NewsWorldFrench union workers vote to halt production at key oil facility

French union workers vote to halt production at key oil facility

French union workers voted on Monday to halt production at a key oil facility that supplies Paris and its surrounding region, adding momentum to a nationwide strike against government pension reforms.

The industrial action against President Emmanuel Macron’s reform, which would scrap special regimes for sectors like the railways and make people work to 64 to draw a full pension, have crippled train services for the last two weeks, escalating into clashes between protesters and police earlier on Monday.

Production at Total’s Grandpuits oil refinery and petrol depot southeast of Paris will stop as a result of the vote by workers at hardline union CGT.

“The decision has been taken to halt Grandpuits but with a slight majority. The management has asked for an hour of reflection,” a CGT union official said.
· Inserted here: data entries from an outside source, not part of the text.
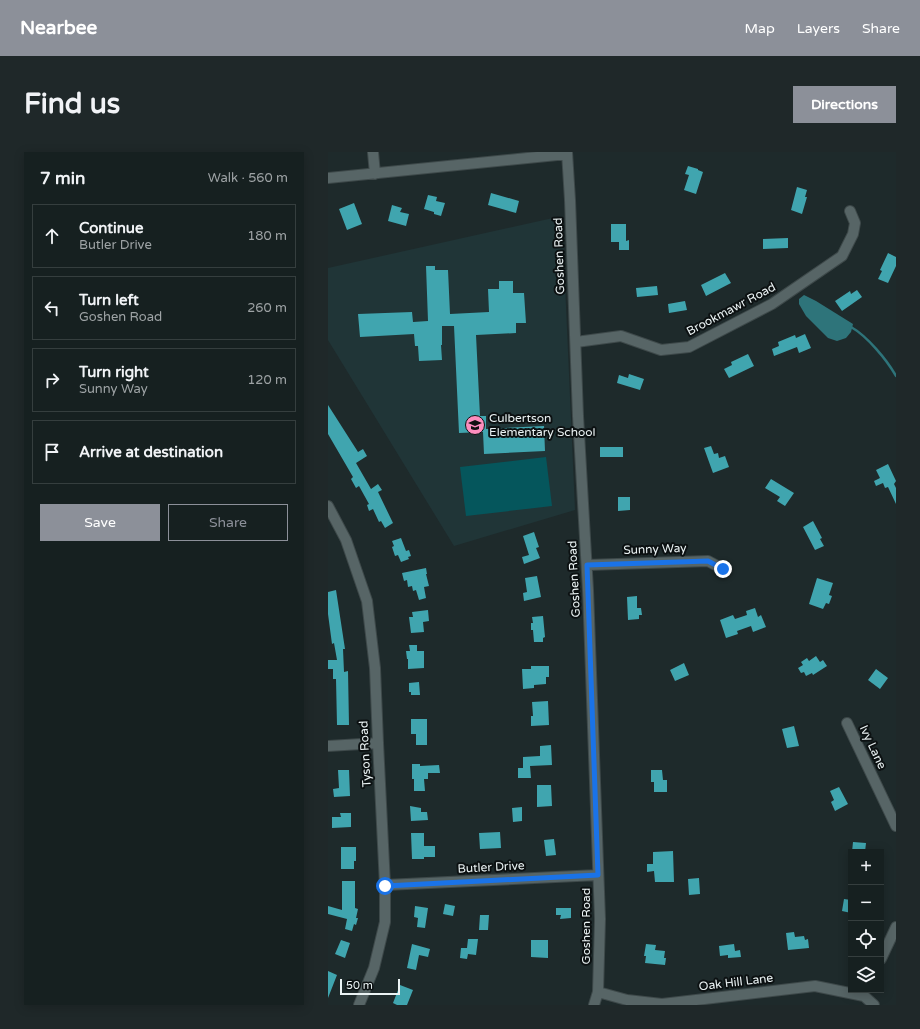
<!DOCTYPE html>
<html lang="en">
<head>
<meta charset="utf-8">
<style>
	:root { --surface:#162020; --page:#1f2829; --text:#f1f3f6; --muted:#9ea3a5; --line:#353e3e; --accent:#8c9099 }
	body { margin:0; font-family:"Varela Round",sans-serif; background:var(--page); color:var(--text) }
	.controls { position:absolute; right:12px; bottom:12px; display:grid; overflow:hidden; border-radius:0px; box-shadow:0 2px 10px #0003 }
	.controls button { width:36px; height:36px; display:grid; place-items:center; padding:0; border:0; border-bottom:1px solid var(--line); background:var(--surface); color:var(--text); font:20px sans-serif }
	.scale { position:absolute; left:12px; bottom:10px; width:60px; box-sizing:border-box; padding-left:4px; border:2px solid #ebf3f4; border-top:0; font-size:11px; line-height:14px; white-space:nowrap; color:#ebf3f4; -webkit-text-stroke:3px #0c1112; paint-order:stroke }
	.stop { position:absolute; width:12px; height:12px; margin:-9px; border:3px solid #1a73e8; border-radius:50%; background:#fff }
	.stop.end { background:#1a73e8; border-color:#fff; box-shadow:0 1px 4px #0008 }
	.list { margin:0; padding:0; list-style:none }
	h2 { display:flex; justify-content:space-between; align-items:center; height:52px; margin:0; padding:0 16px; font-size:17px }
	h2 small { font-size:13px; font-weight:400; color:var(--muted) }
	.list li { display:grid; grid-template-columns:26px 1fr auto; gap:12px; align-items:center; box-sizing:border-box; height:64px; margin:0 8px 8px; padding:0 8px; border:1px solid var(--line); border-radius:0px }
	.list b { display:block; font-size:15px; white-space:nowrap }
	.list p { margin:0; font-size:13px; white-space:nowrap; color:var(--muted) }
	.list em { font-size:13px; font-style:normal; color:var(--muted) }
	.actions { display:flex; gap:8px; padding:12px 16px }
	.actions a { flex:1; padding:9px 0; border:1px solid var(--accent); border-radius:0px; text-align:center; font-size:14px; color:var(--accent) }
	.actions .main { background:var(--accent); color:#fff }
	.icon { flex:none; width:22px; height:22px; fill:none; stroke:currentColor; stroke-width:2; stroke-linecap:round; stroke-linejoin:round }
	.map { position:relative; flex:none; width:568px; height:853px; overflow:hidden; border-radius:0px }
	header { display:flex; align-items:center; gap:24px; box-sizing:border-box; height:56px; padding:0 20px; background:var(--accent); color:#fff }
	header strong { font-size:19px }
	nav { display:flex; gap:22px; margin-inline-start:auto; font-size:14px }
	.intro { display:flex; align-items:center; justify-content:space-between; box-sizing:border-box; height:96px; padding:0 24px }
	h1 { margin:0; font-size:28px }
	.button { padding:10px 18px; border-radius:0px; background:var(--accent); color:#fff; font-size:14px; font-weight:700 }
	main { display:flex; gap:24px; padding:0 24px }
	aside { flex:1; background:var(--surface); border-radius:0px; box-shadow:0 2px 10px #0003 }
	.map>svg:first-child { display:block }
	.built { fill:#203537 }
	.green { fill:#05565c }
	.water { fill:#2e747a }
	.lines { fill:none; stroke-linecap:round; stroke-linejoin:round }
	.stream { stroke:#2e747a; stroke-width:2.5 }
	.building { fill:#40a5af }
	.minor-casing { stroke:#3e494a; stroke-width:12 }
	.minor { stroke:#576566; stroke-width:10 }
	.route { stroke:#1a73e8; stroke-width:5 }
	.labels { text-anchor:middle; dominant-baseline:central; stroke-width:4; stroke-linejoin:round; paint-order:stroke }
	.street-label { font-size:12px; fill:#ebf3f4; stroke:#0c1112 }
	.poi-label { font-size:12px; fill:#ebf3f4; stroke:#0c1112; text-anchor:start }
</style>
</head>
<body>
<header>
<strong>Nearbee</strong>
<nav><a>Map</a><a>Layers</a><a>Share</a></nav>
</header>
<div class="intro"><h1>Find us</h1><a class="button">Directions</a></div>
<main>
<aside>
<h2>7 min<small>Walk · 560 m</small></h2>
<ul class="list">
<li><svg class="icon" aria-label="ahead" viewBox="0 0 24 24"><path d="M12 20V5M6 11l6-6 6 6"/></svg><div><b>Continue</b><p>Butler Drive</p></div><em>180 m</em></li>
<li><svg class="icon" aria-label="left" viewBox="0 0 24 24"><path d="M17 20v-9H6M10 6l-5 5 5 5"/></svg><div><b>Turn left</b><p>Goshen Road</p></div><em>260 m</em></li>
<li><svg class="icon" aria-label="right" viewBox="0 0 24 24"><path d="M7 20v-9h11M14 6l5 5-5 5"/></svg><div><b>Turn right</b><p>Sunny Way</p></div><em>120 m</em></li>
<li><svg class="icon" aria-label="arrive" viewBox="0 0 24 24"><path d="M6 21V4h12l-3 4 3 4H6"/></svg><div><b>Arrive at destination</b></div></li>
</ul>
<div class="actions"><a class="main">Save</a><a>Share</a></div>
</aside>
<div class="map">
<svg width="568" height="853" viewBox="0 0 568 853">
	<rect width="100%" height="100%" fill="#1e2a2b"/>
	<!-- built -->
	<path class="built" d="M234,64L247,358L126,394L0,188V116Z"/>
	<!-- green -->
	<path class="green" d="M218,305L224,354L138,364L132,315Z"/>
	<!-- water -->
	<path class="water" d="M476,143L488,149L525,172L523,180L518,186L509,189L500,186L478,164L471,152V147Z"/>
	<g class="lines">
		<!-- stream -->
		<path class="stream" d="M523,175C539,184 559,208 568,224"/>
	</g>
	<!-- building -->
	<path class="building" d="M360,14L370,17V18L375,20L368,42L356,38L361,23L357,22Z
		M469,35L479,38L477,45H479L474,62L463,58Z
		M163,41L191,49L188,61L160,53Z
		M100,43L109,45L108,49L117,51L113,64L106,62V60L96,57Z
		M26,51L34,72L19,78L11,57Z
		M64,53L74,56L72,60L81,62L78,74L60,69Z
		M283,72H298V89L301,88V98H291V90H283Z
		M460,86V96L435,97V87Z
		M560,101L568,105V114L560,131L550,127L554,119L552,118Z
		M98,114H107V118H120L122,162L161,160L160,137H171V129H185V141H196L198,171H188V181L148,183L152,264H158V277L216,274L217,299L156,302L155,280L131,281L126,174H114V193H113L114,208L91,209L90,194H87L86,182L32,185L30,162L84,160L85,170L100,169Z
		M397,121L403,131L378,144L373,133Z
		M329,134L330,143L309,145L308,136Z
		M529,138L534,145L514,159L507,149L522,139L523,142Z
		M357,149L359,158L341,161L340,152Z
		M477,182L483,196L471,201L469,195L446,204L444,197L451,194L450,190L467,183L468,186Z
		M420,202L426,214L401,226L396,217L404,213L403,210Z
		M301,222L316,227L312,238L289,231L291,223L300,226Z
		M0,253L30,300L35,297L39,304L28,311L43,337L50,332L54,338L50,340L65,371L57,376L53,369L51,370L45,357L41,359L39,353L41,352L31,334L28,336L23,327L25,325L0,282Z
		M383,294L386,302L390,301L391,306L397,304L401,315L385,321L376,296Z
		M272,295H295V305H272Z
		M560,312L568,329L566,332L568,336V352L560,335L557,336L555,331L548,334L546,329L552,326L548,318Z
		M443,327L466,341L457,354L449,349L452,345L437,336Z
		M290,345H302V358L290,359Z
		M485,369L494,386L492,387L496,394L487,398L475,375Z
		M206,380L211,395L208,396L212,406L196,412L194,405L201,403L195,384Z
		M73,386L78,399L81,398L83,404L80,405L81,407L73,410L70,403L67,404L64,395L66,394L64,389Z
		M98,416L99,422H98L101,434L96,435L98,446L91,448L88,438L85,439L84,434L80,435L79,428L76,429L74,421Z
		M209,424L213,445L196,449L195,441L199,440L197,426Z
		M489,426L505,431L501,443L504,444L501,452L498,451L495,457L481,452Z
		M8,438L17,497H15L16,520L20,519L21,573H9L8,527H5V517H0V508H9L6,491L4,492L0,462V440Z
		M309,444V456H313L314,463H311V467L300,468L299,445Z
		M427,456L430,465L433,463L438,475L425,480L423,474L409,479L410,482L398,486L392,468L405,463L407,467L419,463L418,459Z
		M100,458L101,469L95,470L96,480L83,481L81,465H85L84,460Z
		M215,464L217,485L215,486V490H206L205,478H203V471H205L204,465Z
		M81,493H89V499H96V516L80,517V507H79L78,499H82Z
		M488,504L492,510L495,508L499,514L485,523L484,521L478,524L476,520L473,521L470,516L475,513L473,510L479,506L481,509Z
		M356,511L361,523L347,529L342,518Z
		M203,514H221V525H218V532L206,533V536L195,537L194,517H203Z
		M548,517L560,526L552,537L540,528Z
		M91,530L92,543H83V540H81V531Z
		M220,549L221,573L203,574V564H205L204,550Z
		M83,567H99V593H88V582H83Z
		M466,574L471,594L459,596L454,577Z
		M223,593L224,613L202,614L203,626H190V616H195V605L212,604V594Z
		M84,612H92V614L111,613L112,621H100V627H96L97,639H86V627H84Z
		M10,618H21L22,644L6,645L5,637L11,636Z
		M323,618H334L335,628H339V640H326V630H323Z
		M209,633H223L224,654L209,655Z
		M511,635L520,652L507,659L503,650L506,648L502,639Z
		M82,654L93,656V660H99L100,668L83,669Z
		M194,655V669L185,670L184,656Z
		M12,661H23V675L4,676V665H13Z
		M172,680L173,696L152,697L151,681Z
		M83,681H96V694H107V705H96V707H84Z
		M226,687L228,703L218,704L216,688Z
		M525,690L538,691L537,700H524Z
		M13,695H28V709H26V717H13Z
		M345,699L346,730H327L326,719L319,720V712H325V700Z
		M371,726L372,742L361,743L360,727Z
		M14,729H27V756L30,757L28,766H30L28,773L26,772L24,779L17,777L19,767L0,762V754L14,758Z
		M516,747L523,748V761L514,759Z
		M117,752L127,754L125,764L115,762Z
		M87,754L100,756L97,776L89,775L90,766L86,765Z
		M228,756H243V766L232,767L233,763H228Z
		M152,763H161L160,778H151Z
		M466,780L467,785L476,784L477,788L480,787L481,796L460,798L458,781Z
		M140,787H150L148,803L140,802L139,807L132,806L133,796H139Z
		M13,788L22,791L17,806L7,802Z
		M203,788H220V806L203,805Z
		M84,792L102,797L100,805L91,803L88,818L79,816Z
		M318,792L328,793L327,798L337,799L336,806H338L337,813L317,811L318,804H316Z
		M406,792L407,799L412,798L413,805L400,806V803L392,804L391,794Z
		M0,819L9,823L0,846Z
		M72,833L85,838L79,853H69L65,851Z"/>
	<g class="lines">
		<!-- minor casing -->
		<g class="minor-casing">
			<path id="minor" d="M45,0L47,22
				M239,0L242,48L250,264L260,438L272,767L270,840L266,853
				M0,26L239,2
				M248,190L293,184L333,198L361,195L444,152L514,104L525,82L527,71L522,59
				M0,354L18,388L39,449L47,516L50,591L57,733V770L46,816L31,853
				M259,413L380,409L395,417
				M519,571L568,674
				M0,594L50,591
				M57,733L270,723
				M553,807L568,775
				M270,840L299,848L334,852L487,834L536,844L546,853"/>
		</g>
		<!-- minor -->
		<use href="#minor" class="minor"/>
	</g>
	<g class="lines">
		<!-- route -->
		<path class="route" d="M57,734L270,723L259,413L380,409L395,417"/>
	</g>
	<!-- icons -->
	<defs>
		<g id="school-disc" transform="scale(1)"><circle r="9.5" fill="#fd8ebe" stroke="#0c1112"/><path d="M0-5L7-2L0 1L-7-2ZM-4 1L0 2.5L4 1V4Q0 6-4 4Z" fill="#111"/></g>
	</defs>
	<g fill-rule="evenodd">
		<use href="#school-disc" x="147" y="273"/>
	</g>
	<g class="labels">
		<!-- street labels -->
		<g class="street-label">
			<text transform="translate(231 104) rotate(-92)">Goshen Road</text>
			<text transform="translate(403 157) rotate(-28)">Brookmawr Road</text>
			<text transform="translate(327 397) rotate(-2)">Sunny Way</text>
			<text transform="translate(246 427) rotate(-93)">Goshen Road</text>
			<text transform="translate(545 595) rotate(65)">Ivy Lane</text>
			<text transform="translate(37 602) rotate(-93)">Tyson Road</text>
			<text transform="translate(163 715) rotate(-3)">Butler Drive</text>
			<text transform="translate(258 774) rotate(-90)">Goshen Road</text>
			<text transform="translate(408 830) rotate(-7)">Oak Hill Lane</text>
		</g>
		<!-- poi labels -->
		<g class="poi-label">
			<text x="161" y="266">Culbertson<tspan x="161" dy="14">Elementary School</tspan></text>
		</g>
	</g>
</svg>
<div class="controls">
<button>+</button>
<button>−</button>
<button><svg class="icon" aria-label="locate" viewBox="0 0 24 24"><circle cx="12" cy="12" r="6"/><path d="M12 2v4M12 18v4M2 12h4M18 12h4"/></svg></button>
<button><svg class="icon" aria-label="layers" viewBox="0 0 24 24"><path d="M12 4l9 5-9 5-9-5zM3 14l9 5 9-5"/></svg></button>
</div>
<div class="scale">50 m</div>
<div class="stop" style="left:57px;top:734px"></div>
<div class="stop end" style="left:395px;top:417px"></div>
</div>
</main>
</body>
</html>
Grandpuits was already producing at minimum capacity before the union vote due to the strike, which is blocking delivering of refined products from the refinery, Total said.

The vote contrasted with the reassuring message the French energy ministry sent on Monday, in which it said that fuel supplies to gas stations were normal despite calls by hardline CGT union to shut down production at refineries.


Protesters earlier scuffled with police at the Gare de Lyon station in Paris and union leaders threatened to ramp up action at oil facilities as a nationwide strike against government pension reforms went into a 19th day.

Riot police tangled with around 30 protesters at the Gare de Lyon, one of the French capital’s busiest stations, footage from TV station BFM showed.

Protesters let off flares and fireworks, releasing smoke that drifted down into the station concourse.

The walkouts, which have disrupted Christmas preparations, have also affected other main Paris stations such as the Gare du Nord, which handles Eurostar services to London and Brussels, and the Gare de l’Est.

“I understand (the strike) but I am not OK with it as I think all French people are being held hostage and it is difficult for us to understand what the goal is,” said Damien Dremont, a commuter at the Gare de l’Est.


The CGT trade union, which has been at the forefront of the industrial action, has said there will be no truce over Christmas and it will ramp up protests and shutdowns, particularly in the oil sector.

Oil sector workers aim to intensify the strike by shutting down refineries to force the government to withdraw the planned pension reforms.

At the CIM oil terminal in northern France, which handles about 40% of French crude imports, CGT members decided to stay on strike but held off shutting down operations which would have cut crude deliveries to refineries and jet fuel to airports.

A CGT union official told Reuters that members voted on Monday to stop production at the LyondellBasell petrochemical complex in the south of France. Union members are expected to vote on whether to halt production at Total’s Grandpuits refinery later on Monday.

LyondellBasell could not be reached for comment.

Shutdown procedure started early on Monday at PetroIneos’ Lavera oil refinery in southern France after CGT workers voted to halt operations.

Although the protests have disrupted deliveries, only about 2% of France’s 11,000 petrol stations have run dry, according to oil sector lobby UFIP.

In a bid to defuse public anger, Macron over the weekend decided to forego a special presidential pension payout when he eventually steps down.